Security researcher Troy Hunt discovered that just by knowing a Nissan Leaf's unique Vehicle Identification Number (VIN) hackers could access the car's connected systems. This number is printed on a sticker in the windscreen on some models. The VIN consists of characters which indicate the brand, make and country of manufacture of a car and just the last five digits vary between different Nissan Leaf cars in any country.
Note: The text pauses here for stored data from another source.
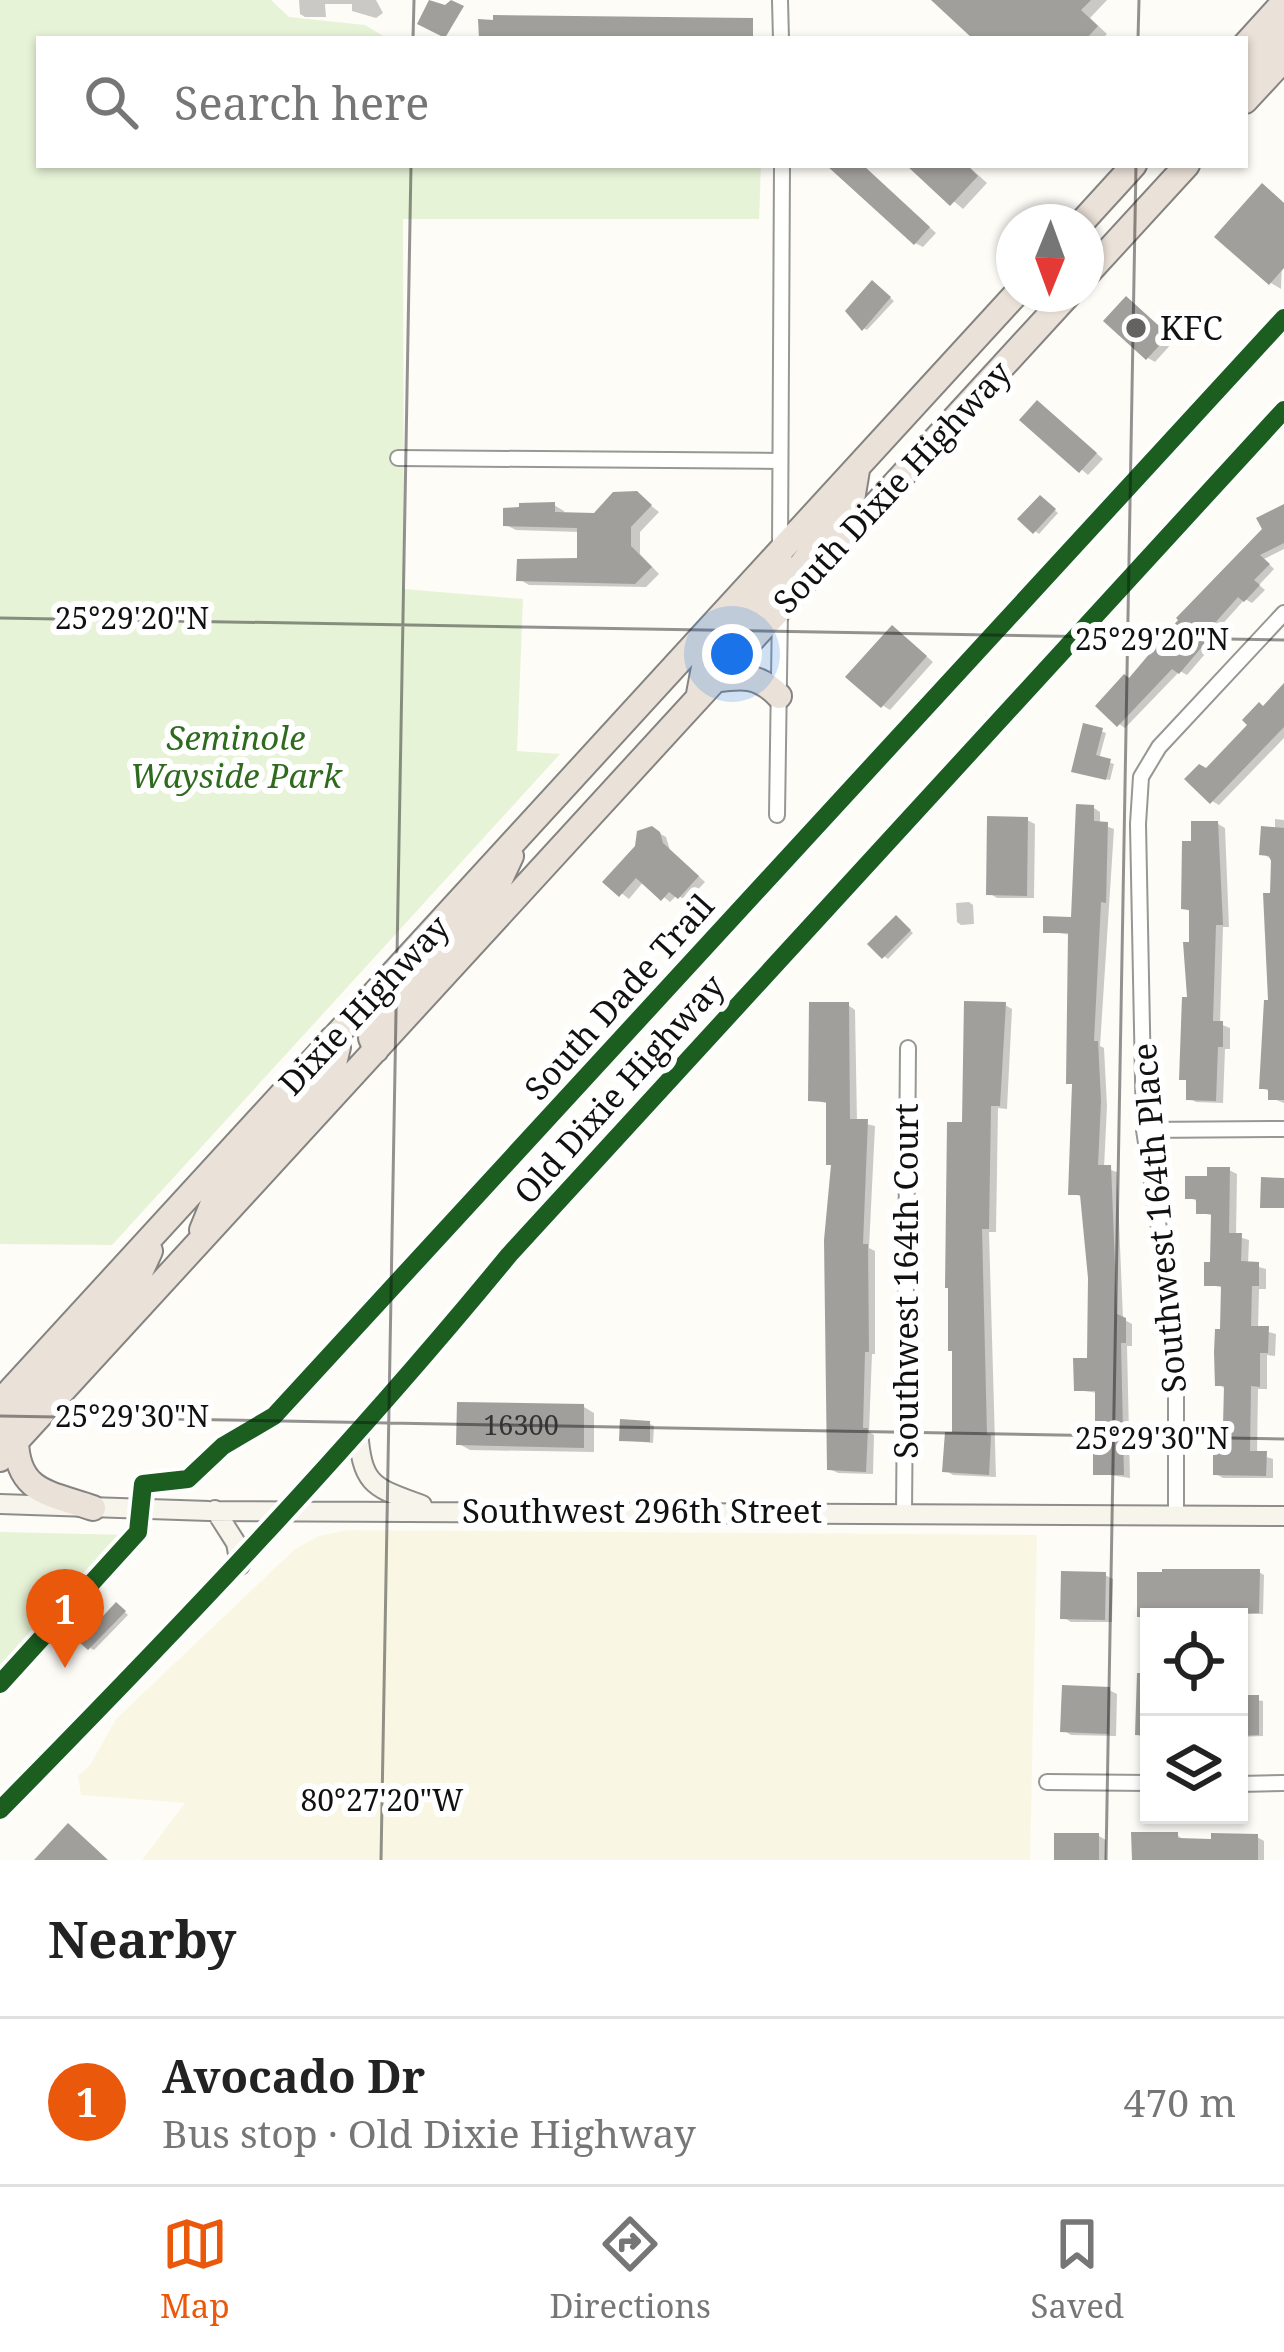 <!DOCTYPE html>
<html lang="en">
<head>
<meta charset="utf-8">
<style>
	body { margin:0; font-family:"Noto Serif",serif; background:#f2f2f2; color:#222 }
	.controls { position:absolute; right:36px; bottom:36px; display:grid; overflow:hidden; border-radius:0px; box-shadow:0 3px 9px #0004 }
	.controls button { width:108px; height:108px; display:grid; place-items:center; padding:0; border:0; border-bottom:3px solid #e0e0e0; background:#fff; color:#222; font:60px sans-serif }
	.compass { position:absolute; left:996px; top:204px; width:108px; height:108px; border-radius:50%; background:#fff; box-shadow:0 3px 9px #0004; rotate:181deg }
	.you { position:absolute; left:732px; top:654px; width:42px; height:42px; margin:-30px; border:9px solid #fff; border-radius:50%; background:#1a73e8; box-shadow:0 0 0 18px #1a73e833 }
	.badge { display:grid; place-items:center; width:78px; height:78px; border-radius:50%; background:#ea580c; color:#fff; font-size:39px; font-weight:700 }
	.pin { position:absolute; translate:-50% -99px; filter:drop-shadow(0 3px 6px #0008) }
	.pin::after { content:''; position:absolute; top:63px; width:42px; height:36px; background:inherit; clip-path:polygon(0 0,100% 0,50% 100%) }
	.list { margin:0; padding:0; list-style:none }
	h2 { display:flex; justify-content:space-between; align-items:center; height:156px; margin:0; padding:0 48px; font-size:51px }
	h2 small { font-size:39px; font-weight:400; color:#767676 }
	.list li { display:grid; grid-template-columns:78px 1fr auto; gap:36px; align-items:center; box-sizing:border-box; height:168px; padding:0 48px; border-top:3px solid #e0e0e0 }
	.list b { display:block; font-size:45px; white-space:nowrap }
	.list p { margin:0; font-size:39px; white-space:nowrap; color:#767676 }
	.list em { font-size:39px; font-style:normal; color:#767676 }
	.icon { flex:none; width:66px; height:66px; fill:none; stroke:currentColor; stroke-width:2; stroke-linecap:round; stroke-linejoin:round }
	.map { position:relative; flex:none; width:1284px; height:1860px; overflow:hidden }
	.search { position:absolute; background:#fff; box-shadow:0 3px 9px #0004; left:36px; right:36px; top:36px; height:132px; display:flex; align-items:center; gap:30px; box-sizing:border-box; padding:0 42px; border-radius:0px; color:#767676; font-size:45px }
	.sheet { height:324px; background:#fff }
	nav { display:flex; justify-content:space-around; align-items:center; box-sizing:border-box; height:168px; border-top:3px solid #e0e0e0; background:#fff; font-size:33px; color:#767676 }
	nav a { display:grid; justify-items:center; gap:6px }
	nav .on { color:#ea580c }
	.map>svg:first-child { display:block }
</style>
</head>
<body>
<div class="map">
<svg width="1284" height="1860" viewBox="0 0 1284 1860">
	<rect width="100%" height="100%" fill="#fdfcf7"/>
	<path fill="#f9f7e4" d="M348 1530 1037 1535 1030 1860H142L185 1803 81 1795 78 1776 90 1765 116 1719 295 1549 319 1536Z"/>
	<path fill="#e7f3d7" d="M0 0H271L289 17 365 25 388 39H39V165H761L759 219H403L404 589 523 599 517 751 560 754 112 1245 0 1244Z
		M0 1532 130 1535 0 1677Z"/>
	<path fill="#0003" d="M299 0H376L383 13 376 18 352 11V4H325L326 17H305L300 14Z
		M936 0H1107L1090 18 1107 34 1102 39H976Z
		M830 165H862L936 233 923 247 915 243Z
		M910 165H967L987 183 963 209Z
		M1273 193 1284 203 1281 289 1271 283Z
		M877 287 894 301 867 330 863 328Z
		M1134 304 1174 341 1155 362 1148 358Z
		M1045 408 1103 459 1088 475 1024 420Z
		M636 494 659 512 640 532V554L659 574 646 587 529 585 519 579 580 561V532L516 530 506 525 554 505 564 511V515L596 516Z
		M1045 501 1058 513 1039 534 1035 531Z
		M1284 508V549L1264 559 1274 569 1259 585 1265 590 1252 603 1245 599 1218 629 1223 633 1187 675 1180 671 1125 728 1119 724 1131 681Z
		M900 633 933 662 890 710 882 705Z
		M1284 688V738L1219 805 1212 801 1207 772Z
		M1101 731 1106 733 1099 759 1114 764 1110 780 1079 773Z
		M1094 808 1100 812V824L1114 829 1100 1046 1104 1048 1107 1106 1104 1168 1117 1172 1123 1319 1132 1324V1346H1127L1130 1478 1096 1473V1451L1081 1447 1098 1429V1393L1077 1390 1090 1361 1091 1278 1083 1197 1071 1193 1075 1086 1069 1082 1071 935 1046 931 1074 920Z
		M1275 819 1284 820V1103L1271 1098V1092L1262 1088 1271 1003 1274 861 1262 853 1275 830Z
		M1027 820 1035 824 1034 898H997L989 893Z
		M1218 824 1225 828 1229 927H1223L1220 1024 1230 1028V1049H1225L1223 1103 1196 1102 1189 1098V1082L1182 1078 1192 945V912L1184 908 1194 844Z
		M657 832 666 837 670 850 705 882 687 901 677 895 670 902 644 881 629 899 607 882Z
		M969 902 973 905 974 924 961 925 957 922 956 903Z
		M901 922 913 933 888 959 884 956Z
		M848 1005 855 1010 857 1122 875 1126 869 1248 875 1251V1354H872L869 1432 874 1435 873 1474 838 1473 830 1469 834 1166 829 1104 811 1099Z
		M1005 1005 1012 1009 1007 1109 998 1108 996 1232H989L996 1477 953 1475 945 1470 954 1436 965 1125Z
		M1229 1170 1237 1174 1236 1236 1249 1240 1248 1264 1266 1269V1289H1259L1258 1329 1276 1334 1275 1356 1267 1355V1389H1258L1257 1454 1273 1459V1478H1223L1216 1474 1222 1453 1227 1390 1218 1384 1224 1288 1207 1284 1213 1265 1214 1216 1199 1212V1202L1188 1197Z
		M584 1407 594 1413V1452L470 1450 459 1444Z
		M650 1424 654 1426 653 1443 622 1440Z
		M1259 1572 1264 1575 1263 1614H1243V1624H1239V1617L1140 1620V1575Z
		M1105 1575 1113 1579 1112 1622H1071L1063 1617Z
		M121 1608 128 1615 94 1650 90 1648Z
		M1239 1688 1242 1698 1263 1701V1736L1239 1737Z
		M1109 1690 1117 1694 1116 1736 1071 1735 1063 1730Z
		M1177 1835 1185 1841 1257 1837 1264 1841V1860H1135Z
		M1099 1836 1106 1840V1860H1057Z"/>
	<path fill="#a19f9c" d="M429 0 445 5 451 0 464 6 445 38 417 24Z
		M931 0H1091L1081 10 1098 26 1086 39H973Z
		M493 15 753 18V39H479L478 19 493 20Z
		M826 165H863L930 227 914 245Z
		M906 165H967L978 176 950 206Z
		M1262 183 1284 203V268L1269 285 1214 237Z
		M872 280 891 297 862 331 845 311Z
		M1126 296 1169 335 1146 360 1103 321Z
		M1037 400 1097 453 1079 473 1019 420Z
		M637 491 652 505 631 527V546L652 567 635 584 516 581 517 559 577 558V528L503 526V508L519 507V503L555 502V512L594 513 613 492Z
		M1040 495 1056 509 1033 534 1017 519Z
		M1284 504V543L1260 555 1270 564 1254 580 1260 585 1244 602 1238 597 1214 624 1218 628 1179 674 1172 669 1117 727 1095 706 1124 674 1129 678 1178 620 1176 618 1262 529 1256 518Z
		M892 625 927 656 881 708 845 677Z
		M1284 683V727L1210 804 1184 779 1199 764 1206 768 1247 725 1242 720 1259 702 1263 706Z
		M1083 723 1103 728 1096 755 1111 759 1106 780 1071 772Z
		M1076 804 1094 805V821L1108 822 1106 903 1101 902 1094 1041H1098L1101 1101 1098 1165H1111L1117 1314 1126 1318V1343H1121L1124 1475H1093V1449L1078 1448V1426H1095V1391H1074L1073 1358H1087L1088 1278 1080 1195H1068L1072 1084H1066L1068 933H1043V916L1071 917Z
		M987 816 1028 817 1027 896 986 895Z
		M1191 821H1218L1223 925H1216L1213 1021H1223V1047H1218L1216 1101 1186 1100V1080H1179L1182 997H1187L1183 942H1189V910L1181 909 1182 841H1191Z
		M652 826 660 832 663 843 699 876 678 899 669 892 661 901 636 878 619 897 602 882 635 846 637 831Z
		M1261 826 1284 828V1100H1268V1089H1259L1264 1000H1268L1263 893H1270L1271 861 1269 856 1259 855Z
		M896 915 911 930 882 959 867 944Z
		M964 1001 1006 1002 1000 1106H991L989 1229H982L987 1434 991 1435 989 1475 942 1472 945 1432H952V1351H948V1288H945L947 1122H962Z
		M809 1002H849L850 1119H868L863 1244H868L869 1352H865L863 1428H868L866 1472 827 1470 824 1240 831 1165H826V1102L808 1101Z
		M1207 1167H1230L1229 1233H1242L1241 1261 1259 1262V1286H1252L1251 1326H1269L1268 1353H1260V1387L1251 1386 1250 1451H1267L1266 1476 1213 1475V1450H1219L1220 1425H1223L1224 1386H1215L1214 1352 1215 1329H1220L1221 1286H1204V1262H1210L1211 1214H1196V1199H1185V1176H1207Z
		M1261 1177 1284 1178V1208H1260Z
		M457 1402 584 1404V1448L456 1445Z
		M620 1419 650 1421V1442L619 1441Z
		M1162 1569H1260L1259 1613 1137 1617V1572H1162Z
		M1061 1571 1106 1572 1105 1620 1060 1619Z
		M116 1602 126 1611 88 1650 79 1642Z
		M1137 1673H1149V1736L1135 1735Z
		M1062 1685 1110 1687 1109 1734 1060 1732Z
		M1239 1695H1259V1735L1239 1736Z
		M68 1823 108 1860H34Z
		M1131 1832H1178V1838L1211 1839V1833L1258 1834V1860H1132Z
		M1054 1833H1099V1860H1054Z"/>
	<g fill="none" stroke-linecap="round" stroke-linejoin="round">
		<defs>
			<path id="street" d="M780 0 781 39
				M398 458 780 461
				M780 550 782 165
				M777 815 780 609
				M1144 1130 1284 1129
				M904 1513 908 1048
				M1176 1515V1339L1144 1130 1138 824 1141 777 1159 747 1284 613
				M1047 1782 1149 1783
				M1239 1784 1284 1783"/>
			<path id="secondary" d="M358 1430C362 1486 373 1487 422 1505
				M0 1504 209 1511 1284 1516
				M215 1510 236 1543 240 1565
				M0 1810C176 1631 349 1450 509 1255L1284 410"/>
			<path id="highway" d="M1245 45 1284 2
				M1245 74 1284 31
				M1245 101 1284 59
				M1082 222 1134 165
				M1086 275 1187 165
				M791 578 852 500 857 470
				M714 680C742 676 758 674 779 696
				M699 694 705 662 774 584 780 553
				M376 1050 371 1038 373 1026 496 888 511 856
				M202 1230 217 1193 333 1068 338 1047 332 1039
				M0 1402 1016 294
				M0 1429 139 1275 150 1251
				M16 1440C17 1493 50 1493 93 1508
				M0 1459 1069 294"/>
		</defs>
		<use href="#street" stroke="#979795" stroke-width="18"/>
		<use href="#secondary" stroke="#8e8d8b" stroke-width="22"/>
		<use href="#highway" stroke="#858482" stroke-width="28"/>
		<use href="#street" stroke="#fffffe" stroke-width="14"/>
		<use href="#secondary" stroke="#f6f4eb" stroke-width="18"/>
		<use href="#highway" stroke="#eae1d8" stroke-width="24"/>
		<defs>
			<path id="cycleway" d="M0 1684 138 1532 143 1484 188 1479 223 1446 274 1416 1284 318
				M0 1810C176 1631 349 1450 509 1255L1284 410"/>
		</defs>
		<use href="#cycleway" stroke="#fff" stroke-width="26"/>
		<use href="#cycleway" stroke="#1b5e20" stroke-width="18"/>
	</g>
	<path fill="none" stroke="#111" stroke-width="3" stroke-opacity="0.45" d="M413 39 414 0M1138 39 1139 0M0 618 1284 640M0 1416 1284 1439M381 1860 411 165M1106 1860 1136 165"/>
	<circle fill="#646362" stroke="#fff" stroke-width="4.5" cx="1136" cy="328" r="12"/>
	<g text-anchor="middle" stroke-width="12" stroke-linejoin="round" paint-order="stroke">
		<g font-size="27" fill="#353434">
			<text x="521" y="1435">16300</text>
		</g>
		<g font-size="33" fill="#111" stroke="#fff" text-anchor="start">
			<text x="1160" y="340">KFC</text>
		</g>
		<g font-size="33" fill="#111" stroke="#fff">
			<text transform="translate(892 487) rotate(-47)" y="12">South Dixie Highway</text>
			<text transform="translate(619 997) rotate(-48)" y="12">South Dade Trail</text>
			<text transform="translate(364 1005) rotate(-47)" y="12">Dixie Highway</text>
			<text transform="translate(619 1089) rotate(-48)" y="12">Old Dixie Highway</text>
			<text transform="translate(1159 1218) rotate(-95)" y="12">Southwest 164th Place</text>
			<text transform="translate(906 1281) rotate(-90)" y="12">Southwest 164th Court</text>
			<text x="642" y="1523">Southwest 296th Street</text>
		</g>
		<g font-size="33" font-style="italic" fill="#2f6b1f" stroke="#fff">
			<text x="236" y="750">Seminole<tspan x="236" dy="38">Wayside Park</tspan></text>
		</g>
	</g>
	<g font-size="30" text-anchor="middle" fill="#111" stroke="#fff" stroke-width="12" stroke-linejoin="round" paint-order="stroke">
		<text x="132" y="629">25°29'20"N</text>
		<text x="1152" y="650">25°29'20"N</text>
		<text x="132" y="1427">25°29'30"N</text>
		<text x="1152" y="1449">25°29'30"N</text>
		<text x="382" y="1811">80°27'20"W</text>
	</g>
</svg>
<div class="controls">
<button><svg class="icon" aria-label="locate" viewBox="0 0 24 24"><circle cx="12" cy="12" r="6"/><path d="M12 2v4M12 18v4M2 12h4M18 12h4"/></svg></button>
<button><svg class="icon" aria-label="layers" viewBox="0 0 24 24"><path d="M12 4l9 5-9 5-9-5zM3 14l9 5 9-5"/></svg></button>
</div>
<svg class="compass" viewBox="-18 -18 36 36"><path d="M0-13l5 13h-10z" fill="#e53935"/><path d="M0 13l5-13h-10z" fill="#767676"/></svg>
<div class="you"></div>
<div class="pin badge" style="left:65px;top:1668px">1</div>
<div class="search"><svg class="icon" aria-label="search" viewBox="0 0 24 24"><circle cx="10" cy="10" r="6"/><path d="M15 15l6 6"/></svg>Search here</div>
</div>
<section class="sheet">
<h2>Nearby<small></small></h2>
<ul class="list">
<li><span class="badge">1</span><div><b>Avocado Dr</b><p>Bus stop · Old Dixie Highway</p></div><em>470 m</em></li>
</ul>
</section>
<nav>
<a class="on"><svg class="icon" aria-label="map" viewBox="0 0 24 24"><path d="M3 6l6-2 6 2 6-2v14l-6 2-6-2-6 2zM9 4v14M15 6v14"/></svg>Map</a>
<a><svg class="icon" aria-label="directions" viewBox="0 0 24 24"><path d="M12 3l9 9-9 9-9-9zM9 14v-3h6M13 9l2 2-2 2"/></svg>Directions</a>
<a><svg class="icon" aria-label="saved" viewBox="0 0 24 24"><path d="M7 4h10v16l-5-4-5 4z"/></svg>Saved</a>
</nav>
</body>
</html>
So obscuring your VIN in your windscreen isn't going to stop you being hacked if someone is simply malicious enough to do the following:
"There's nothing to stop someone from scripting a process that goes through every 100,000 possible cars and tries and turn the air conditioning on in every one," according to Hunt. "They would then get a response that would confirm which vehicles exist."
As noted by one of Hunt's contacts in the UK, hacking to control an air conditioner, heater, or access travel logs doesn't seem too threatening but - someone could drain your battery while you were parked at work without a charge point, for example, preventing you from getting home. The privacy and security risk of someone being able to access all your journeys is also concerning.
Nissan has told the BBC that it is aware of the issue and is working on a solution. Hunt said he told Nissan about this hack a month ago. Please note that the car systems cannot currently be hacked when users are operating the car, Hunt added that unregistering the NissanConnect app prevents remote hacker attacks.